Gus also makes his way to Mexico at one point to meet with the head of the Cartel and have a little meeting over the Lalo situation. Hector Salamanca (Mark Margolis) is convinced that Lalo’s assassination attempt was Fring’s doing and not the Peruvians, but Gus and Mike have covered their tracks. The Twins saw Lalo’s charred body, replete with convincing dental records. Neither talked with Lalo on the phone—only Hector received a call. Bank records were found in Nacho’s apartment indicating cash transfers from Peru, and Nacho himself claimed that he worked for the Peruvian cartel.

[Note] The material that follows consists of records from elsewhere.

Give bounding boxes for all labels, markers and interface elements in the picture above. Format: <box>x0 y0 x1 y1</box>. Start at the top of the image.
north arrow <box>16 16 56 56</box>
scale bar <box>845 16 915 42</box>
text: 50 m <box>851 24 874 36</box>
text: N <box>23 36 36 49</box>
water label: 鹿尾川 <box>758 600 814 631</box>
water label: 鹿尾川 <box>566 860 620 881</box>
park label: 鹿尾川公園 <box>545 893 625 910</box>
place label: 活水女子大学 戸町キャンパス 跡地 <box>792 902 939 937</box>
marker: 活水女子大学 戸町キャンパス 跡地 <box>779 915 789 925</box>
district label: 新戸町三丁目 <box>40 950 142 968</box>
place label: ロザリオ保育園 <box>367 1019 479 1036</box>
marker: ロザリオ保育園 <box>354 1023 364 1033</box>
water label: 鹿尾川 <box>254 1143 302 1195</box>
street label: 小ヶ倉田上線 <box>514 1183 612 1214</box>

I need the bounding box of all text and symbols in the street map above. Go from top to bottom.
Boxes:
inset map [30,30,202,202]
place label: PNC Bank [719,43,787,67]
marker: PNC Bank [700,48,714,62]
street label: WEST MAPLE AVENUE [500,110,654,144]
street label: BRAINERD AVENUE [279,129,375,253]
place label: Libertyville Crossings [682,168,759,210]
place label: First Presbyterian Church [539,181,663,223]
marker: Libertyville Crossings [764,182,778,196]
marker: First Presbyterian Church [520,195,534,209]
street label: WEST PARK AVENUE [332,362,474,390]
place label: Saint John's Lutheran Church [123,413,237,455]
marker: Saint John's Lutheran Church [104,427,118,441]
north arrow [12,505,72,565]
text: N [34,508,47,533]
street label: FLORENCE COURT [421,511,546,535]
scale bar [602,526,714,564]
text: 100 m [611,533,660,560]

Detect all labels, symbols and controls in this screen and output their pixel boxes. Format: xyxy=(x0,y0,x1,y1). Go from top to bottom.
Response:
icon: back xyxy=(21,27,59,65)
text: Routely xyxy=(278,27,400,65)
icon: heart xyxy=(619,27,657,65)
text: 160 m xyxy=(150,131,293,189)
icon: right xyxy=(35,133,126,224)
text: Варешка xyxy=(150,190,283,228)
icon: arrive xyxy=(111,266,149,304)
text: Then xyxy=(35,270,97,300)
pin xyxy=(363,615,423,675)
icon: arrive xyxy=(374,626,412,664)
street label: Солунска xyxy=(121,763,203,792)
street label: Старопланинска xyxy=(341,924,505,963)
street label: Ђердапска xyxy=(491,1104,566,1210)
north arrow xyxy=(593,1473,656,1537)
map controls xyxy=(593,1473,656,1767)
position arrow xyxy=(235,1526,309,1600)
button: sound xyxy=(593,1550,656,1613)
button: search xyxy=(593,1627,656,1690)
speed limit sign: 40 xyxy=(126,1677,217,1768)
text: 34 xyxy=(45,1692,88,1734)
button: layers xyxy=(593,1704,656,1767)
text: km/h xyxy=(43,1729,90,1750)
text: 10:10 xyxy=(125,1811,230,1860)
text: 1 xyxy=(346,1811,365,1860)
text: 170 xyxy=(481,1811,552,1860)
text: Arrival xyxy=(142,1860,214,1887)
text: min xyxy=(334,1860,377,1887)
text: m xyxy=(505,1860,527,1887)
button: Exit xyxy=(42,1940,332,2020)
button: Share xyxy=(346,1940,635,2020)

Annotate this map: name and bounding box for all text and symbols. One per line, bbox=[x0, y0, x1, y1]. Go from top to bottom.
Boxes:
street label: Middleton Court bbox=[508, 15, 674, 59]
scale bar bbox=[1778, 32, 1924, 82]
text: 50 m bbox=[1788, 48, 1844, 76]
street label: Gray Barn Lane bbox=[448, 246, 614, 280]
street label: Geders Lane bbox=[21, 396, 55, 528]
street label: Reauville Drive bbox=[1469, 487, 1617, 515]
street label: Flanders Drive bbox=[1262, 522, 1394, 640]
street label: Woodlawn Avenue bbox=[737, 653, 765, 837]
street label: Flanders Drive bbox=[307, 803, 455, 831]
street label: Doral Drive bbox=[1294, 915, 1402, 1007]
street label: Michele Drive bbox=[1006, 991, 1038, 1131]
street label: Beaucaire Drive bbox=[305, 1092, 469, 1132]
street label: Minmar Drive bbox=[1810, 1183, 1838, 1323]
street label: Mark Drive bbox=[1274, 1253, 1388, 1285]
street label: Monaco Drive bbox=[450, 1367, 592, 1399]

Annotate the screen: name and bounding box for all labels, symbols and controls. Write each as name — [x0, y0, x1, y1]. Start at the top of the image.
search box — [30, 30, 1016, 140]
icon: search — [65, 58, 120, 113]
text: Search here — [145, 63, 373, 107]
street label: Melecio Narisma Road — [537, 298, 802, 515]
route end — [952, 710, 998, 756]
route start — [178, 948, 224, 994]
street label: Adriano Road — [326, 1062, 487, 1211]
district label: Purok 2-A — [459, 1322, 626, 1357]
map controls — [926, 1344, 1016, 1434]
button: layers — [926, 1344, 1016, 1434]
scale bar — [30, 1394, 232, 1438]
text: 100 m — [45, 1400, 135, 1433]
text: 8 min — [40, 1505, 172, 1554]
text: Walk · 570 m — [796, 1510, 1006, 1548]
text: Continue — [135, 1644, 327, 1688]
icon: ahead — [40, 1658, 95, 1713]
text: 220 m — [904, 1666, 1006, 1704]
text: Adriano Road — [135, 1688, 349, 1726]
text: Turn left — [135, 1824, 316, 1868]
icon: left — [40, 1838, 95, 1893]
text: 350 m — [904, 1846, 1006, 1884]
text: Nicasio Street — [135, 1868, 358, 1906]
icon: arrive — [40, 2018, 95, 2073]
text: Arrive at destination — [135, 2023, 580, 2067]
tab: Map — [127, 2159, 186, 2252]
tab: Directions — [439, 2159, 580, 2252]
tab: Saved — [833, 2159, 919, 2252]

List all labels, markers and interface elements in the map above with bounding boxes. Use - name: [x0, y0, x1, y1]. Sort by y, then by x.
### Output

Don Eladio (Steven Bauer) dismisses Hector’s claims and laughs at his constant ‘ding ding ding-ing.’ But when he gets up to leave he tells Gustavo, “When I look into your I eyes I see your hate.” He warns him that a little of that goes a long, but he should be careful that it not rule him.

After all, it’s all fun and games until your bitter, handicapped rival teams up with a brilliant chemist and blows your face off.


All told, another terrific episode of Better Call Saul that certainly has me on the edge of my seat to find out just what happens between Kim leaving and where this episode ends up to turn Jimmy into the kind of guy who would buy a massive, lavish, gaudy mansion, hire hookers and turn his well-appointed law office into . . . what it becomes by the time Walter and Jesse (Aaron Paul) walk through its doors. The time-jump was jarring, but so long as we get some fill-in-the-blanks I think it’s going to be okay.

I’m just still a little puzzled on why they decided to leave all of this to the bitter end. Maybe it was to avoid aping Breaking Bad too much. Then again, this was always set up as a similar story. Sure, Jimmy was a crook from episode 1, but he was not the kind of crook Saul is. But that’s not any different than Walter. He may have been a teacher and not a criminal in the beginning, but he was still ruled by his prickly, oversized ego even then. Jimmy was never a man ruled by pride, so his downfall takes a different shape, that’s all.

I do like that Kim just . . . leaves. We’ve all been guessing for so long. Would she go to jail? Would she die? Would she run away and disappear in some new life? No. It turns out she just breaks it off with Jimmy, quits her career, and moves on. She probably needs a lot of therapy. Don’t we all?